Katarzyna:
Witam, Niedługo wiosna i lato, a dla mieszkańców bloków sąsiadujących z Centrum Kultury powraca problem imprez plenerowych i horror jaki podczas nich przeżywamy. Czy uważa Pan iż pomysł, że wszystkie imprezy plenerowe, lodowisko itp. muszą odbywać się koniecznie pod Centrum Kultury jest trafiony i sprawiedliwy? Wokół tego terenu mieszkają przecież ludzie – choć odnoszę wrażenie, że dla władz ludźmi nie jesteśmy.

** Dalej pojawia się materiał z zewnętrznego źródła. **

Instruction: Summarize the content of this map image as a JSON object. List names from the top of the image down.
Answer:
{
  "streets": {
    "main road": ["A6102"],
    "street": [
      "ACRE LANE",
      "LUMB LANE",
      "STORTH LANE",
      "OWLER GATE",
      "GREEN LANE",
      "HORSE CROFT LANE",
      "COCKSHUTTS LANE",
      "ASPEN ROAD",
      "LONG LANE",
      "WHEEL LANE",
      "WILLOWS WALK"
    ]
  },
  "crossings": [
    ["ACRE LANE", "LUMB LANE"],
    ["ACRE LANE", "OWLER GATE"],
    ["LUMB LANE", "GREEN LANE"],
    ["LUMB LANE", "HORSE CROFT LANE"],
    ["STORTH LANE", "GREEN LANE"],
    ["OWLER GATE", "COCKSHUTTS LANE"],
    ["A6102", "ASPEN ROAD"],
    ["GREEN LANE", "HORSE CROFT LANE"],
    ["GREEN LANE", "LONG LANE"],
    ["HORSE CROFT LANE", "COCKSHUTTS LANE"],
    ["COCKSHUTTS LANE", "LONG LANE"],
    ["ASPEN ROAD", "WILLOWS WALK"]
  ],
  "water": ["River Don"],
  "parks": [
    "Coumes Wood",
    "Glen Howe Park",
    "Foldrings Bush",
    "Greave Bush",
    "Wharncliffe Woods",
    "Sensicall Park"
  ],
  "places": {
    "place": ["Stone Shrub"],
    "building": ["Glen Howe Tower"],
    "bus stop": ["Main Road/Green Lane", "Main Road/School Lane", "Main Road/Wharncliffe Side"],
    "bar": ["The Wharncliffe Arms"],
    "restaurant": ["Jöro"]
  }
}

Czy zastanowił się ktoś nad tym, czy odpowiada nam np. głośna muzyka grająca codziennie na lodowisku do godz 22? W 2009 r. w okresie letnim imprezy plenerowe odbywały się tu właściwie w każdy weekend, a to nie koniec, bo przed i po koncercie ma przecież miejsce składanie lub rozkładanie sceny itp. – zazwyczaj nocą. Nie rozumiem dlaczego nikt opinii pobliskich mieszkańców nie bierze pod uwagę. Czy nie można by CHOĆ CZĘŚCI tych imprez zorganizować w innych częściach miasta, a nie WSZYSTKIE w ścisłym jego centrum? Np. Milanówek(Turczynek) i Pruszków(ZNICZ) są to obrzeża miasta
Szanowna Pani Katarzyno,
Imprezy plenerowe będą organizowane w różnych miejscach Grodziska Mazowieckiego np. w Parku Skarbków, na deptaku, ale oczywiście też przy Centrum Kultury.
Odbyliśmy rozmowy z Dyrektorem Centrum Kultury, i ustaliliśmy, iż moment składnia i rozkładania sceny nocą będzie zlikwidowany i zapewniam, że po godzinie 22:00 będą mieli Państwo ciszę i spokój.